In [None]:
#|default_exp sgd

# Accelerated SGD

In [None]:
#|export
import torch

from miniai.datasets import *
from miniai.conv import *
from miniai.learner import *
from miniai.activations import *
from miniai.init import *

In [None]:
import pickle,gzip,math,os,time,shutil,torch,matplotlib as mpl,numpy as np,matplotlib.pyplot as plt
import fastcore.all as fc
from collections.abc import Mapping
from pathlib import Path
from operator import attrgetter,itemgetter
from functools import partial
from copy import copy
from contextlib import contextmanager

import torchvision.transforms.functional as TF,torch.nn.functional as F
from torch import tensor,nn,optim
from torch.utils.data import DataLoader,default_collate
from torch.nn import init
from torch.optim import lr_scheduler
from torcheval.metrics import MulticlassAccuracy
from datasets import load_dataset,load_dataset_builder

from miniai.datasets import *
from miniai.conv import *
from miniai.learner import *
from miniai.activations import *
from miniai.init import *

In [None]:
from fastcore.test import test_close

torch.set_printoptions(precision=2, linewidth=140, sci_mode=False)
torch.manual_seed(1)

import logging
logging.disable(logging.WARNING)

set_seed(42)

In [None]:
xl,yl = 'image','label'
name = "fashion_mnist"
dsd = load_dataset(name)

bs = 1024
xmean,xstd = 0.28, 0.35

@inplace
def transformi(b): b[xl] = [(TF.to_tensor(o)-xmean)/xstd for o in b[xl]]

tds = dsd.with_transform(transformi)
dls = DataLoaders.from_dd(tds, bs, num_workers=4)

In [None]:
metrics = MetricsCB(accuracy=MulticlassAccuracy())
astats = ActivationStats(fc.risinstance(GeneralRelu))
cbs = [DeviceCB(), metrics, ProgressCB(plot=True), astats]
act_gr = partial(GeneralRelu, leak=0.1, sub=0.4)
iw = partial(init_weights, leaky=0.1)
lrf_cbs = [DeviceCB(), LRFinderCB()]

## Optimizers

### SGD

In [None]:
class SGD:
    def __init__(self, params, lr, wd=0.):
        params = list(params)
        fc.store_attr()
        self.i = 0

    def step(self):
        with torch.no_grad():
            for p in self.params:
                self.reg_step(p)
                self.opt_step(p)
        self.i +=1

    def opt_step(self, p): p -= p.grad * self.lr
    def reg_step(self, p):
        if self.wd != 0: p *= 1 - self.lr*self.wd

    def zero_grad(self):
        for p in self.params: p.grad.data.zero_()
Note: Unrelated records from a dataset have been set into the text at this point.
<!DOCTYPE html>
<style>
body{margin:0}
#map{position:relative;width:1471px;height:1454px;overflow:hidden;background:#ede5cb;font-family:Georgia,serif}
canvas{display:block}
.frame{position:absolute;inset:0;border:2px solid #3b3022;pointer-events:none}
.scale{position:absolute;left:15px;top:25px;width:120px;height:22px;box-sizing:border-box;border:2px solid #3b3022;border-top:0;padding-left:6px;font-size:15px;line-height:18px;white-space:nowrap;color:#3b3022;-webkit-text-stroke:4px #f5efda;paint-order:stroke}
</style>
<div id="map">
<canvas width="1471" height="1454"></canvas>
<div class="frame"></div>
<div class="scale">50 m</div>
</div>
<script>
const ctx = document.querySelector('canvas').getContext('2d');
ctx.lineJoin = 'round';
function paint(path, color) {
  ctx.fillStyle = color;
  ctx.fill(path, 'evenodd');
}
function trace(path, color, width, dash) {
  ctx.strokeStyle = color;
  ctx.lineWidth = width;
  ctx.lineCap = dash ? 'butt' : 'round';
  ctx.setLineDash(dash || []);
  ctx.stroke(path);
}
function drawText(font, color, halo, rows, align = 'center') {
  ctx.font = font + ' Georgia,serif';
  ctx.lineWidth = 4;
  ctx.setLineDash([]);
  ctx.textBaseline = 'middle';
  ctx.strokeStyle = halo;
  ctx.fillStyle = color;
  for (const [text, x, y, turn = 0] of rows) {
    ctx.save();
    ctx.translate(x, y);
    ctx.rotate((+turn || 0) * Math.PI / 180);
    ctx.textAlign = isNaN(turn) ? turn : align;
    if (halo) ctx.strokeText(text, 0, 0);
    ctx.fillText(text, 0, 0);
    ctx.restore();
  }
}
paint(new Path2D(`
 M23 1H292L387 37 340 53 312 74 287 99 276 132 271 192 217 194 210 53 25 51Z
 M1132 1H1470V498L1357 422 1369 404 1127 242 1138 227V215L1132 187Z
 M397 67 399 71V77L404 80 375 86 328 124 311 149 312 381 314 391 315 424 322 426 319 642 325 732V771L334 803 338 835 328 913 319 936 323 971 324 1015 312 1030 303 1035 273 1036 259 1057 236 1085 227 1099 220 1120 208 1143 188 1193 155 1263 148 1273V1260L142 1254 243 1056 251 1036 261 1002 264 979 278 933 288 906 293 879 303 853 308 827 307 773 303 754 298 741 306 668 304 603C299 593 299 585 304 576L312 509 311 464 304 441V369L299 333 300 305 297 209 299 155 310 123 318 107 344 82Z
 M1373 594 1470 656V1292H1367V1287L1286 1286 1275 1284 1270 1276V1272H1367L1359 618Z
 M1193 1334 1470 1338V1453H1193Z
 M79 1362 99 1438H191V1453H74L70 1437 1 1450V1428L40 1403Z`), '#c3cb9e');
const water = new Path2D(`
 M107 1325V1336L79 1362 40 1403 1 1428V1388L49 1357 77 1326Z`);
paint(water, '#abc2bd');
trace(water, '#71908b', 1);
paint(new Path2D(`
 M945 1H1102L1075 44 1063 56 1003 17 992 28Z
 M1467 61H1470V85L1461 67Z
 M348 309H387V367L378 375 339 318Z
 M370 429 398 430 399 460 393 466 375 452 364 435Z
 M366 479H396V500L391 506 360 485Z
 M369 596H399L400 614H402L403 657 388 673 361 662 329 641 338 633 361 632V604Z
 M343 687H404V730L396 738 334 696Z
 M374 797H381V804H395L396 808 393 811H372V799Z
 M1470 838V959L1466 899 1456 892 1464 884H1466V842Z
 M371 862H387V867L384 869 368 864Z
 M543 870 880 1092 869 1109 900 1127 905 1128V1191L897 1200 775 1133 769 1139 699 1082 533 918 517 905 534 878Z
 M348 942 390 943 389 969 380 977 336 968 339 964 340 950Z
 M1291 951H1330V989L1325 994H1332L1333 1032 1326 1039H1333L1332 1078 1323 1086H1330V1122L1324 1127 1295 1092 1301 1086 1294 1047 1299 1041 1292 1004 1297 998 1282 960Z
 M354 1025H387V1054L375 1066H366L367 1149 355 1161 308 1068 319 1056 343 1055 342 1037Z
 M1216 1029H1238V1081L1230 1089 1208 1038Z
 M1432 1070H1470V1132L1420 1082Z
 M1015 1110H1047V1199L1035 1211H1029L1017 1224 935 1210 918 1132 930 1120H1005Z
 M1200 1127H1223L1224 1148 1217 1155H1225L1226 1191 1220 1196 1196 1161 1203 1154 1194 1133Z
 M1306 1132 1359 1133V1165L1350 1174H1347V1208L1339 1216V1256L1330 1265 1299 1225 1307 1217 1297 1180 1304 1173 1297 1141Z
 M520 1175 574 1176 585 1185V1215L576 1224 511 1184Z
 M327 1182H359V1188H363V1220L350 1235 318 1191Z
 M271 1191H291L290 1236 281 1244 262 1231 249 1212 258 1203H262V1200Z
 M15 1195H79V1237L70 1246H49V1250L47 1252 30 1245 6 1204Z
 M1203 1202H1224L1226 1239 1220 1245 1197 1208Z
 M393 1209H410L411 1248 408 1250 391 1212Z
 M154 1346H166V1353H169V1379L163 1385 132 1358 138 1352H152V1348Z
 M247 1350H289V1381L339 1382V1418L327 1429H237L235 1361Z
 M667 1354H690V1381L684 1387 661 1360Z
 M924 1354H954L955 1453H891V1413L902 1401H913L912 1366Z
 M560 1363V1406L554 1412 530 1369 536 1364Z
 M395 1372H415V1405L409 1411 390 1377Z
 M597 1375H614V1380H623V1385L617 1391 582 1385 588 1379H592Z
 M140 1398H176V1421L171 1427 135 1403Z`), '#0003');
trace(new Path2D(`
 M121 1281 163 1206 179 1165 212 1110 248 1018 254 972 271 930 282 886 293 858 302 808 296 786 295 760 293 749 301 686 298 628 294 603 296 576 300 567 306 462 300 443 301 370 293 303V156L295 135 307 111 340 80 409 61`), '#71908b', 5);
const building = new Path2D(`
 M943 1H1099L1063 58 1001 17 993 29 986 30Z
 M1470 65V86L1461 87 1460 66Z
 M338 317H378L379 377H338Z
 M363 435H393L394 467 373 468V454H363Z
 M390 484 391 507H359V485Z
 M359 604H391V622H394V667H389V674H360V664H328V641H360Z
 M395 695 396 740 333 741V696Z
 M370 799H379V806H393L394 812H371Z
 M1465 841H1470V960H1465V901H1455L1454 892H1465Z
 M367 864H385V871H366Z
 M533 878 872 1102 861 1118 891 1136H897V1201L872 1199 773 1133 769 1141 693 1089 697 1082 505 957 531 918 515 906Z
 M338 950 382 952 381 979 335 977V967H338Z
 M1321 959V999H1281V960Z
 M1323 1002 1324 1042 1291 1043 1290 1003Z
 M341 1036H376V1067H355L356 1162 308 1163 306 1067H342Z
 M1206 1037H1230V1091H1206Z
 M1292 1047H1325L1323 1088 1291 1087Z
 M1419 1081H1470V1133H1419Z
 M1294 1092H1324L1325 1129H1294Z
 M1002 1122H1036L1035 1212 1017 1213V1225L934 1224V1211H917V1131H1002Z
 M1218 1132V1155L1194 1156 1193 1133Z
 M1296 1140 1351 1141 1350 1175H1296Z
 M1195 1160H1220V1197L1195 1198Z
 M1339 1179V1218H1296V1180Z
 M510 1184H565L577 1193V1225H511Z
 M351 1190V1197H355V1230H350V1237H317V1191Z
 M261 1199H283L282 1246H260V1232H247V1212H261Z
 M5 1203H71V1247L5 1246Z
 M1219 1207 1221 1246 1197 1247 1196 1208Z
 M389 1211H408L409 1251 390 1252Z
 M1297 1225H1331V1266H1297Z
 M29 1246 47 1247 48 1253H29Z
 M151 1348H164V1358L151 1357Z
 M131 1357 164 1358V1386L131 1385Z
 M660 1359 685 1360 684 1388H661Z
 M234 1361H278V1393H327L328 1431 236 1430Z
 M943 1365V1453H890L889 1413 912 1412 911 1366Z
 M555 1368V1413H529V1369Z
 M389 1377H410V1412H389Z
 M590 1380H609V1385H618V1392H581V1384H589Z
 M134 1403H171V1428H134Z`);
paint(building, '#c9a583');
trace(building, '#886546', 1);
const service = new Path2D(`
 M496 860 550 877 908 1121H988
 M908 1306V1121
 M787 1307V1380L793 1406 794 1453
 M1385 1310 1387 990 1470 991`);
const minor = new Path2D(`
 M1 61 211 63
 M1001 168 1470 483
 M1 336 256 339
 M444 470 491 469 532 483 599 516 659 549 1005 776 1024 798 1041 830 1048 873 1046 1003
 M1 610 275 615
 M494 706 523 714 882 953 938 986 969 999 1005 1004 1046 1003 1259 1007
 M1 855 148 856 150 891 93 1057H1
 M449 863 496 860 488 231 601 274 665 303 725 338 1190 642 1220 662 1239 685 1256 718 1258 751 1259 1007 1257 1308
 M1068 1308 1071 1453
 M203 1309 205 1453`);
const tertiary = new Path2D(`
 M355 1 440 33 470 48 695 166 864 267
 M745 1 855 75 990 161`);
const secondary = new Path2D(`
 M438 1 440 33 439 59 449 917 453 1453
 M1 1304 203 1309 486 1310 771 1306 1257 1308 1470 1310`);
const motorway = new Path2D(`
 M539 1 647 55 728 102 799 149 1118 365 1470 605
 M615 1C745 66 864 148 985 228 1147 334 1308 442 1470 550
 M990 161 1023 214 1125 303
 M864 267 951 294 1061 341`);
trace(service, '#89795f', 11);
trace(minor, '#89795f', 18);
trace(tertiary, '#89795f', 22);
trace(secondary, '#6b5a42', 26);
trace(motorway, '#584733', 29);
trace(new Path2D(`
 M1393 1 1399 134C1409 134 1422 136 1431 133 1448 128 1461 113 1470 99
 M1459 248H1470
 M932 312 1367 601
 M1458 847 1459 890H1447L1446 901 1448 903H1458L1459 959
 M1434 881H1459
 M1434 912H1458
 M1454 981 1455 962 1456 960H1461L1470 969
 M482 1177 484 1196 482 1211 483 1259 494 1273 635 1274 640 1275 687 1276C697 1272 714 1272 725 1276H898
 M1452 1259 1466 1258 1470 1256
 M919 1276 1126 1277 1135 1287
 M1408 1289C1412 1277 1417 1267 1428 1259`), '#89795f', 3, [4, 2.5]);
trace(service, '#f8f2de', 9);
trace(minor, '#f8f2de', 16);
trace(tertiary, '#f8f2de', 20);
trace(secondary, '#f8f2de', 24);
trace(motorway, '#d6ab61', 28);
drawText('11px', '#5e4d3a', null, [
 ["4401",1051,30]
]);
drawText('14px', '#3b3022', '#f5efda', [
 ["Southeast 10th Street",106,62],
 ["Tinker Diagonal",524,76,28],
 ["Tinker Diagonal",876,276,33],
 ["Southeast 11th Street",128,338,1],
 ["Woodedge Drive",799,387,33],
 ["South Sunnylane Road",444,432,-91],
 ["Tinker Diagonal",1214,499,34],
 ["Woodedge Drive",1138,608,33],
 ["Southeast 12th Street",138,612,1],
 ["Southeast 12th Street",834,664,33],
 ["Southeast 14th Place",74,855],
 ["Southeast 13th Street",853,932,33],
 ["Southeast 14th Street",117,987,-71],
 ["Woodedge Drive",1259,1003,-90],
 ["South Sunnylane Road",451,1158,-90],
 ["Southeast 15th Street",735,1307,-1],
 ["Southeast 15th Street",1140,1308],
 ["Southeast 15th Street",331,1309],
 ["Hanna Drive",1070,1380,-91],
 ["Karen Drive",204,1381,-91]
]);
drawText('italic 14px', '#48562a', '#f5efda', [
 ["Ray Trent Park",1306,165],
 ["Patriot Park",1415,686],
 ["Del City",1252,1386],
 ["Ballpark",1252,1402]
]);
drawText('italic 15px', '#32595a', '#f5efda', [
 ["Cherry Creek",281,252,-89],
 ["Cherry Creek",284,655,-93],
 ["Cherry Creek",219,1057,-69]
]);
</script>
### Main Ideas of the `SGD` Class

1. **Initialization (`__init__`):**
   - **Parameters:** Takes a list of parameters (`params`), a learning rate (`lr`), and an optional weight decay (`wd`).
   - **Setup:** Initializes the list of parameters and stores attributes for later use. A counter `i` is also initialized.

2. **Optimization Step (`step`):**
   - **No Gradient Tracking:** Executes the optimization without tracking gradients (`torch.no_grad()`).
   - **Parameter Updates:** For each parameter, performs regularization and optimization steps. The counter `i` is incremented after each step.

3. **Optimization Step (`opt_step`):**
   - **Parameter Update:** Updates each parameter by subtracting the gradient scaled by the learning rate (`p -= p.grad * self.lr`).

4. **Regularization Step (`reg_step`):**
   - **Weight Decay:** If weight decay is applied, it adjusts the parameters by multiplying them by `(1 - lr * wd)`.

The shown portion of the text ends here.